(DATA TO USE)
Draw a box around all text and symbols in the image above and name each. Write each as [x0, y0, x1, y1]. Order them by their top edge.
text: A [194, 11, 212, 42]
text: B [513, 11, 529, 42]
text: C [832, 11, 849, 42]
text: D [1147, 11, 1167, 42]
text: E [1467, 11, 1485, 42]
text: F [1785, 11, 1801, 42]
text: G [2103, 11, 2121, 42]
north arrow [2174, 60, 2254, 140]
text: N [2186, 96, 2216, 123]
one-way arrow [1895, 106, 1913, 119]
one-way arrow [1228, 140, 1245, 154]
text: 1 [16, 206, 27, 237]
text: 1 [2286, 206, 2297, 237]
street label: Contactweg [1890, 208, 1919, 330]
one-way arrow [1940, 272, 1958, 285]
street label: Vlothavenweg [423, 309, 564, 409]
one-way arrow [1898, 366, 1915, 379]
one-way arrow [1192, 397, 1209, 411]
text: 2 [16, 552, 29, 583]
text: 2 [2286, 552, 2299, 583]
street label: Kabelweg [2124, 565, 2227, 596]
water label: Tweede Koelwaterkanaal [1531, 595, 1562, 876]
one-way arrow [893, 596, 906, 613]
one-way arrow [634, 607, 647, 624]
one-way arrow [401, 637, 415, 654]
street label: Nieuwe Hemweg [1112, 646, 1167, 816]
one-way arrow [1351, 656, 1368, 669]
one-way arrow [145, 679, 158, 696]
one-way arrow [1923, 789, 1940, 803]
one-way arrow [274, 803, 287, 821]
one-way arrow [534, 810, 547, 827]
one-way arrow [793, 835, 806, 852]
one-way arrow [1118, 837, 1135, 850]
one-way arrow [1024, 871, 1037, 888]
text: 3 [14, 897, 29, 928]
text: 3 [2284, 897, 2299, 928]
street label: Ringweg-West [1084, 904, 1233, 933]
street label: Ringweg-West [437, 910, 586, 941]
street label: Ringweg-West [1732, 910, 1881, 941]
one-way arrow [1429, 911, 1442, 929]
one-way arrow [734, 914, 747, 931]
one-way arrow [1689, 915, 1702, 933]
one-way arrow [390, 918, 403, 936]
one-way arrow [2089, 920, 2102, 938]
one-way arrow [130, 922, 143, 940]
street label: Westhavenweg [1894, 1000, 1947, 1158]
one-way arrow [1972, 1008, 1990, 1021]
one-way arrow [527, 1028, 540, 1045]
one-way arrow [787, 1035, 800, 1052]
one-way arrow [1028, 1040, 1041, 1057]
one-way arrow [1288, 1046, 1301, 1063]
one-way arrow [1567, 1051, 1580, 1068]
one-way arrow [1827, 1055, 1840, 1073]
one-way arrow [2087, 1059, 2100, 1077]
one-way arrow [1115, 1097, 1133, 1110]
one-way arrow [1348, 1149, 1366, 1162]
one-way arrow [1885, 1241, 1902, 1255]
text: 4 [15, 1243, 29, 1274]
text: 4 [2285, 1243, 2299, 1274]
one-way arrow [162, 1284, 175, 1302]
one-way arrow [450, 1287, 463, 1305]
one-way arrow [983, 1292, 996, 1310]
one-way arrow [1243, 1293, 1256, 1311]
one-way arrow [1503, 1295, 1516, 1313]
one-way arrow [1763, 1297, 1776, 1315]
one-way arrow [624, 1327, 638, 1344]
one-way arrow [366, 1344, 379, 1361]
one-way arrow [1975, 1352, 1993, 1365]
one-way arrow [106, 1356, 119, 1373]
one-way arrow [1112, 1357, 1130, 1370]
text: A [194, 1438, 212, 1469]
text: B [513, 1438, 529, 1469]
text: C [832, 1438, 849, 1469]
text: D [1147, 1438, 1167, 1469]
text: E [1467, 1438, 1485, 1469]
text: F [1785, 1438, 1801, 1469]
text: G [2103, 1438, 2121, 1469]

(REQUIREMENT)
Copy every line above without altering a word.

(RESPONSE AREA)
Draw a box around all text and symbols in the image above and name each. Write each as [x0, y0, x1, y1]. Order them by their top edge.
text: A [194, 11, 212, 42]
text: B [513, 11, 529, 42]
text: C [832, 11, 849, 42]
text: D [1147, 11, 1167, 42]
text: E [1467, 11, 1485, 42]
text: F [1785, 11, 1801, 42]
text: G [2103, 11, 2121, 42]
north arrow [2174, 60, 2254, 140]
text: N [2186, 96, 2216, 123]
one-way arrow [1895, 106, 1913, 119]
one-way arrow [1228, 140, 1245, 154]
text: 1 [16, 206, 27, 237]
text: 1 [2286, 206, 2297, 237]
street label: Contactweg [1890, 208, 1919, 330]
one-way arrow [1940, 272, 1958, 285]
street label: Vlothavenweg [423, 309, 564, 409]
one-way arrow [1898, 366, 1915, 379]
one-way arrow [1192, 397, 1209, 411]
text: 2 [16, 552, 29, 583]
text: 2 [2286, 552, 2299, 583]
street label: Kabelweg [2124, 565, 2227, 596]
water label: Tweede Koelwaterkanaal [1531, 595, 1562, 876]
one-way arrow [893, 596, 906, 613]
one-way arrow [634, 607, 647, 624]
one-way arrow [401, 637, 415, 654]
street label: Nieuwe Hemweg [1112, 646, 1167, 816]
one-way arrow [1351, 656, 1368, 669]
one-way arrow [145, 679, 158, 696]
one-way arrow [1923, 789, 1940, 803]
one-way arrow [274, 803, 287, 821]
one-way arrow [534, 810, 547, 827]
one-way arrow [793, 835, 806, 852]
one-way arrow [1118, 837, 1135, 850]
one-way arrow [1024, 871, 1037, 888]
text: 3 [14, 897, 29, 928]
text: 3 [2284, 897, 2299, 928]
street label: Ringweg-West [1084, 904, 1233, 933]
street label: Ringweg-West [437, 910, 586, 941]
street label: Ringweg-West [1732, 910, 1881, 941]
one-way arrow [1429, 911, 1442, 929]
one-way arrow [734, 914, 747, 931]
one-way arrow [1689, 915, 1702, 933]
one-way arrow [390, 918, 403, 936]
one-way arrow [2089, 920, 2102, 938]
one-way arrow [130, 922, 143, 940]
street label: Westhavenweg [1894, 1000, 1947, 1158]
one-way arrow [1972, 1008, 1990, 1021]
one-way arrow [527, 1028, 540, 1045]
one-way arrow [787, 1035, 800, 1052]
one-way arrow [1028, 1040, 1041, 1057]
one-way arrow [1288, 1046, 1301, 1063]
one-way arrow [1567, 1051, 1580, 1068]
one-way arrow [1827, 1055, 1840, 1073]
one-way arrow [2087, 1059, 2100, 1077]
one-way arrow [1115, 1097, 1133, 1110]
one-way arrow [1348, 1149, 1366, 1162]
one-way arrow [1885, 1241, 1902, 1255]
text: 4 [15, 1243, 29, 1274]
text: 4 [2285, 1243, 2299, 1274]
one-way arrow [162, 1284, 175, 1302]
one-way arrow [450, 1287, 463, 1305]
one-way arrow [983, 1292, 996, 1310]
one-way arrow [1243, 1293, 1256, 1311]
one-way arrow [1503, 1295, 1516, 1313]
one-way arrow [1763, 1297, 1776, 1315]
one-way arrow [624, 1327, 638, 1344]
one-way arrow [366, 1344, 379, 1361]
one-way arrow [1975, 1352, 1993, 1365]
one-way arrow [106, 1356, 119, 1373]
one-way arrow [1112, 1357, 1130, 1370]
text: A [194, 1438, 212, 1469]
text: B [513, 1438, 529, 1469]
text: C [832, 1438, 849, 1469]
text: D [1147, 1438, 1167, 1469]
text: E [1467, 1438, 1485, 1469]
text: F [1785, 1438, 1801, 1469]
text: G [2103, 1438, 2121, 1469]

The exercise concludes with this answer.